*** Block opens ***

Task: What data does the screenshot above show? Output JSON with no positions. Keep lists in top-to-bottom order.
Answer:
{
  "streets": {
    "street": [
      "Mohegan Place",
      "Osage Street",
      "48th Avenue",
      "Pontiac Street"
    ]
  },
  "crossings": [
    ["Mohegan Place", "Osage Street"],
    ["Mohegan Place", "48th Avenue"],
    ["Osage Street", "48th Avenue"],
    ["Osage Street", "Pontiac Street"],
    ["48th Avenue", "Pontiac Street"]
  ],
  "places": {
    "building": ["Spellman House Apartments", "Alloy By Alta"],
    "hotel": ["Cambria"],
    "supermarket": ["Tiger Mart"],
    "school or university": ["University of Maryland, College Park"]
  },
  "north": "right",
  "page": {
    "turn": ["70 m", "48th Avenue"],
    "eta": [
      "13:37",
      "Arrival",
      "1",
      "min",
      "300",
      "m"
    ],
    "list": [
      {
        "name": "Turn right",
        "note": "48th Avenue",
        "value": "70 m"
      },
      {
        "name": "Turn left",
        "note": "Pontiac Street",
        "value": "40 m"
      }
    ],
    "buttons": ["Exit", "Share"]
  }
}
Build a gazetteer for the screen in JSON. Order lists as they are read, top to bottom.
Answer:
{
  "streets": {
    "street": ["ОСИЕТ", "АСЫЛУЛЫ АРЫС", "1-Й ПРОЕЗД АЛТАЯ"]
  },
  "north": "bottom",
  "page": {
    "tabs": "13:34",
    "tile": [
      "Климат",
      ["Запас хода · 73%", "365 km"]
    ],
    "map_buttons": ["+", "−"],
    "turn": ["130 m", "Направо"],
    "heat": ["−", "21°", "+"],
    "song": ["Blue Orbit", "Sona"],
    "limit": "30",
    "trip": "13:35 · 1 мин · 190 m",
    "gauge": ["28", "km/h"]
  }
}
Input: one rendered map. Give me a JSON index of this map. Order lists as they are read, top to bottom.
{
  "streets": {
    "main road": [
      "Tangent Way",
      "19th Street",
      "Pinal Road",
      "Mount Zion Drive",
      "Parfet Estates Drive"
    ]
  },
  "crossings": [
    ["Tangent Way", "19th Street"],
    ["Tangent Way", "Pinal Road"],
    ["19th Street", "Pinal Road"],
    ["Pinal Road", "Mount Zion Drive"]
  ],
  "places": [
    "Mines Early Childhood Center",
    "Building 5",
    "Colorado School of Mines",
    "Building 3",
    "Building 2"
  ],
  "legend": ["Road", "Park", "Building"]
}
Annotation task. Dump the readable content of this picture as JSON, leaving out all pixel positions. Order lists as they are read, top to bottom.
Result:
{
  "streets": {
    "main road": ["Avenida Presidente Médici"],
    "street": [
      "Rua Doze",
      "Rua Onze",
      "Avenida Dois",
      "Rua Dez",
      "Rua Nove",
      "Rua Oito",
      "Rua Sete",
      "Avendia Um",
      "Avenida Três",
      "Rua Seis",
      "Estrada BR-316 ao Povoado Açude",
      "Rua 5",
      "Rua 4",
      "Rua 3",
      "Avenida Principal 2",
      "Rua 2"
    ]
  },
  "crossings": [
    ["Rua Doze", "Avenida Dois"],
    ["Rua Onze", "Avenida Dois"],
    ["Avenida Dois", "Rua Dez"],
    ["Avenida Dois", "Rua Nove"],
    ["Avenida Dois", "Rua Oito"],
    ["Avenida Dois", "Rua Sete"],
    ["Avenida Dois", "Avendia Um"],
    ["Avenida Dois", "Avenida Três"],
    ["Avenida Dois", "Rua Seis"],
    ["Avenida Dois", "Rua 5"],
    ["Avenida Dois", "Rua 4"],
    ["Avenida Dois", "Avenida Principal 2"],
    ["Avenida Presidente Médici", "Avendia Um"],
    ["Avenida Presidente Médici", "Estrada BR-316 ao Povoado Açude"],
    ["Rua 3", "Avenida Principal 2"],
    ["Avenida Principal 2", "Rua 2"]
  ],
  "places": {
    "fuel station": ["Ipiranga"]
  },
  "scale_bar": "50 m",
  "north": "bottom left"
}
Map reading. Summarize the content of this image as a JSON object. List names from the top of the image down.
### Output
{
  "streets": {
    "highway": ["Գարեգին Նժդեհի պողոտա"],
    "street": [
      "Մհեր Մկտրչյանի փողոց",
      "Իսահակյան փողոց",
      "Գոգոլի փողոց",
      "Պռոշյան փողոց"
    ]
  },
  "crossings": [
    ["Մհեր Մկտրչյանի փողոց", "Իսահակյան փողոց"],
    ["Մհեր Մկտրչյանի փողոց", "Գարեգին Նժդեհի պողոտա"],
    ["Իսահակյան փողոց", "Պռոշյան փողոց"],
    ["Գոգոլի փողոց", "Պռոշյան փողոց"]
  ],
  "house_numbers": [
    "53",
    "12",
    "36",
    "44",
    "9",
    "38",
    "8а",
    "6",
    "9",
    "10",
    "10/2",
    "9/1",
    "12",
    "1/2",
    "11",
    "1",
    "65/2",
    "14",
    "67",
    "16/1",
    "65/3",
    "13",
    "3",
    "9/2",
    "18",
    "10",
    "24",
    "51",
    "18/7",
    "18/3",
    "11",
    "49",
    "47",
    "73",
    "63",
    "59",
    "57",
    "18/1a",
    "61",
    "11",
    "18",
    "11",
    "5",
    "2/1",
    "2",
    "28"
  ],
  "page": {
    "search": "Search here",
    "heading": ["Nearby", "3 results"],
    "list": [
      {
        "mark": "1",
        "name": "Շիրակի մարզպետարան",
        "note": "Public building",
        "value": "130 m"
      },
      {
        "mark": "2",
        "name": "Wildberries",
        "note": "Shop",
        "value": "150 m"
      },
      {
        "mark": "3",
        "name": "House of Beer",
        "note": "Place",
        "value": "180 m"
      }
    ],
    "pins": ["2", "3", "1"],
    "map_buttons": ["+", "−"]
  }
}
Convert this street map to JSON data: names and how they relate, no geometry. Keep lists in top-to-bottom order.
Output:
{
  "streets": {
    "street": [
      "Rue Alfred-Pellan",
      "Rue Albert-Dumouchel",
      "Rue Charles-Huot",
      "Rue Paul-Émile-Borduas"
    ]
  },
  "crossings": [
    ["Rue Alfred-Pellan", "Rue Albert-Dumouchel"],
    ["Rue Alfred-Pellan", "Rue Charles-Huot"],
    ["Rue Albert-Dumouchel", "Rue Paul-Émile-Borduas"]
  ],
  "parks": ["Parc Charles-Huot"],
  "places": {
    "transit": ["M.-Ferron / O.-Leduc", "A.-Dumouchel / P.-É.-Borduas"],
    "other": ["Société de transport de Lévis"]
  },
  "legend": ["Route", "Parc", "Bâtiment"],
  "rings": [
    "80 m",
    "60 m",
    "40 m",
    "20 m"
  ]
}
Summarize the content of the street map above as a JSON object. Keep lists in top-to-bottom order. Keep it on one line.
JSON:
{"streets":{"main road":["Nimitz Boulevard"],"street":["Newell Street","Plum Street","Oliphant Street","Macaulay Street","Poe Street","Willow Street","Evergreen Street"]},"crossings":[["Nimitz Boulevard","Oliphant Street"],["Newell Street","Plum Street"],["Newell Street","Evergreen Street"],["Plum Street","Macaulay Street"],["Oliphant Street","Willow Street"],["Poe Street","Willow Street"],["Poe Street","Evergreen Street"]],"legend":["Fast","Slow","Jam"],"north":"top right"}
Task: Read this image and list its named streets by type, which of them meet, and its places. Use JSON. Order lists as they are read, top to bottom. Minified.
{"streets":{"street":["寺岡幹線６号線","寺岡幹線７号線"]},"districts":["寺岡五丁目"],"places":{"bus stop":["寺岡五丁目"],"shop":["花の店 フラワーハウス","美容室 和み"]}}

*** Block closes ***

▶ WHAT TO DO: Transcribe every record exactly, keeping each line as it is.

▶ RESULT:
Task: What data does the screenshot above show? Output JSON with no positions. Keep lists in top-to-bottom order.
Answer:
{
  "streets": {
    "street": [
      "Mohegan Place",
      "Osage Street",
      "48th Avenue",
      "Pontiac Street"
    ]
  },
  "crossings": [
    ["Mohegan Place", "Osage Street"],
    ["Mohegan Place", "48th Avenue"],
    ["Osage Street", "48th Avenue"],
    ["Osage Street", "Pontiac Street"],
    ["48th Avenue", "Pontiac Street"]
  ],
  "places": {
    "building": ["Spellman House Apartments", "Alloy By Alta"],
    "hotel": ["Cambria"],
    "supermarket": ["Tiger Mart"],
    "school or university": ["University of Maryland, College Park"]
  },
  "north": "right",
  "page": {
    "turn": ["70 m", "48th Avenue"],
    "eta": [
      "13:37",
      "Arrival",
      "1",
      "min",
      "300",
      "m"
    ],
    "list": [
      {
        "name": "Turn right",
        "note": "48th Avenue",
        "value": "70 m"
      },
      {
        "name": "Turn left",
        "note": "Pontiac Street",
        "value": "40 m"
      }
    ],
    "buttons": ["Exit", "Share"]
  }
}
Build a gazetteer for the screen in JSON. Order lists as they are read, top to bottom.
Answer:
{
  "streets": {
    "street": ["ОСИЕТ", "АСЫЛУЛЫ АРЫС", "1-Й ПРОЕЗД АЛТАЯ"]
  },
  "north": "bottom",
  "page": {
    "tabs": "13:34",
    "tile": [
      "Климат",
      ["Запас хода · 73%", "365 km"]
    ],
    "map_buttons": ["+", "−"],
    "turn": ["130 m", "Направо"],
    "heat": ["−", "21°", "+"],
    "song": ["Blue Orbit", "Sona"],
    "limit": "30",
    "trip": "13:35 · 1 мин · 190 m",
    "gauge": ["28", "km/h"]
  }
}
Input: one rendered map. Give me a JSON index of this map. Order lists as they are read, top to bottom.
{
  "streets": {
    "main road": [
      "Tangent Way",
      "19th Street",
      "Pinal Road",
      "Mount Zion Drive",
      "Parfet Estates Drive"
    ]
  },
  "crossings": [
    ["Tangent Way", "19th Street"],
    ["Tangent Way", "Pinal Road"],
    ["19th Street", "Pinal Road"],
    ["Pinal Road", "Mount Zion Drive"]
  ],
  "places": [
    "Mines Early Childhood Center",
    "Building 5",
    "Colorado School of Mines",
    "Building 3",
    "Building 2"
  ],
  "legend": ["Road", "Park", "Building"]
}
Annotation task. Dump the readable content of this picture as JSON, leaving out all pixel positions. Order lists as they are read, top to bottom.
Result:
{
  "streets": {
    "main road": ["Avenida Presidente Médici"],
    "street": [
      "Rua Doze",
      "Rua Onze",
      "Avenida Dois",
      "Rua Dez",
      "Rua Nove",
      "Rua Oito",
      "Rua Sete",
      "Avendia Um",
      "Avenida Três",
      "Rua Seis",
      "Estrada BR-316 ao Povoado Açude",
      "Rua 5",
      "Rua 4",
      "Rua 3",
      "Avenida Principal 2",
      "Rua 2"
    ]
  },
  "crossings": [
    ["Rua Doze", "Avenida Dois"],
    ["Rua Onze", "Avenida Dois"],
    ["Avenida Dois", "Rua Dez"],
    ["Avenida Dois", "Rua Nove"],
    ["Avenida Dois", "Rua Oito"],
    ["Avenida Dois", "Rua Sete"],
    ["Avenida Dois", "Avendia Um"],
    ["Avenida Dois", "Avenida Três"],
    ["Avenida Dois", "Rua Seis"],
    ["Avenida Dois", "Rua 5"],
    ["Avenida Dois", "Rua 4"],
    ["Avenida Dois", "Avenida Principal 2"],
    ["Avenida Presidente Médici", "Avendia Um"],
    ["Avenida Presidente Médici", "Estrada BR-316 ao Povoado Açude"],
    ["Rua 3", "Avenida Principal 2"],
    ["Avenida Principal 2", "Rua 2"]
  ],
  "places": {
    "fuel station": ["Ipiranga"]
  },
  "scale_bar": "50 m",
  "north": "bottom left"
}
Map reading. Summarize the content of this image as a JSON object. List names from the top of the image down.
### Output
{
  "streets": {
    "highway": ["Գարեգին Նժդեհի պողոտա"],
    "street": [
      "Մհեր Մկտրչյանի փողոց",
      "Իսահակյան փողոց",
      "Գոգոլի փողոց",
      "Պռոշյան փողոց"
    ]
  },
  "crossings": [
    ["Մհեր Մկտրչյանի փողոց", "Իսահակյան փողոց"],
    ["Մհեր Մկտրչյանի փողոց", "Գարեգին Նժդեհի պողոտա"],
    ["Իսահակյան փողոց", "Պռոշյան փողոց"],
    ["Գոգոլի փողոց", "Պռոշյան փողոց"]
  ],
  "house_numbers": [
    "53",
    "12",
    "36",
    "44",
    "9",
    "38",
    "8а",
    "6",
    "9",
    "10",
    "10/2",
    "9/1",
    "12",
    "1/2",
    "11",
    "1",
    "65/2",
    "14",
    "67",
    "16/1",
    "65/3",
    "13",
    "3",
    "9/2",
    "18",
    "10",
    "24",
    "51",
    "18/7",
    "18/3",
    "11",
    "49",
    "47",
    "73",
    "63",
    "59",
    "57",
    "18/1a",
    "61",
    "11",
    "18",
    "11",
    "5",
    "2/1",
    "2",
    "28"
  ],
  "page": {
    "search": "Search here",
    "heading": ["Nearby", "3 results"],
    "list": [
      {
        "mark": "1",
        "name": "Շիրակի մարզպետարան",
        "note": "Public building",
        "value": "130 m"
      },
      {
        "mark": "2",
        "name": "Wildberries",
        "note": "Shop",
        "value": "150 m"
      },
      {
        "mark": "3",
        "name": "House of Beer",
        "note": "Place",
        "value": "180 m"
      }
    ],
    "pins": ["2", "3", "1"],
    "map_buttons": ["+", "−"]
  }
}
Convert this street map to JSON data: names and how they relate, no geometry. Keep lists in top-to-bottom order.
Output:
{
  "streets": {
    "street": [
      "Rue Alfred-Pellan",
      "Rue Albert-Dumouchel",
      "Rue Charles-Huot",
      "Rue Paul-Émile-Borduas"
    ]
  },
  "crossings": [
    ["Rue Alfred-Pellan", "Rue Albert-Dumouchel"],
    ["Rue Alfred-Pellan", "Rue Charles-Huot"],
    ["Rue Albert-Dumouchel", "Rue Paul-Émile-Borduas"]
  ],
  "parks": ["Parc Charles-Huot"],
  "places": {
    "transit": ["M.-Ferron / O.-Leduc", "A.-Dumouchel / P.-É.-Borduas"],
    "other": ["Société de transport de Lévis"]
  },
  "legend": ["Route", "Parc", "Bâtiment"],
  "rings": [
    "80 m",
    "60 m",
    "40 m",
    "20 m"
  ]
}
Summarize the content of the street map above as a JSON object. Keep lists in top-to-bottom order. Keep it on one line.
JSON:
{"streets":{"main road":["Nimitz Boulevard"],"street":["Newell Street","Plum Street","Oliphant Street","Macaulay Street","Poe Street","Willow Street","Evergreen Street"]},"crossings":[["Nimitz Boulevard","Oliphant Street"],["Newell Street","Plum Street"],["Newell Street","Evergreen Street"],["Plum Street","Macaulay Street"],["Oliphant Street","Willow Street"],["Poe Street","Willow Street"],["Poe Street","Evergreen Street"]],"legend":["Fast","Slow","Jam"],"north":"top right"}
Task: Read this image and list its named streets by type, which of them meet, and its places. Use JSON. Order lists as they are read, top to bottom. Minified.
{"streets":{"street":["寺岡幹線６号線","寺岡幹線７号線"]},"districts":["寺岡五丁目"],"places":{"bus stop":["寺岡五丁目"],"shop":["花の店 フラワーハウス","美容室 和み"]}}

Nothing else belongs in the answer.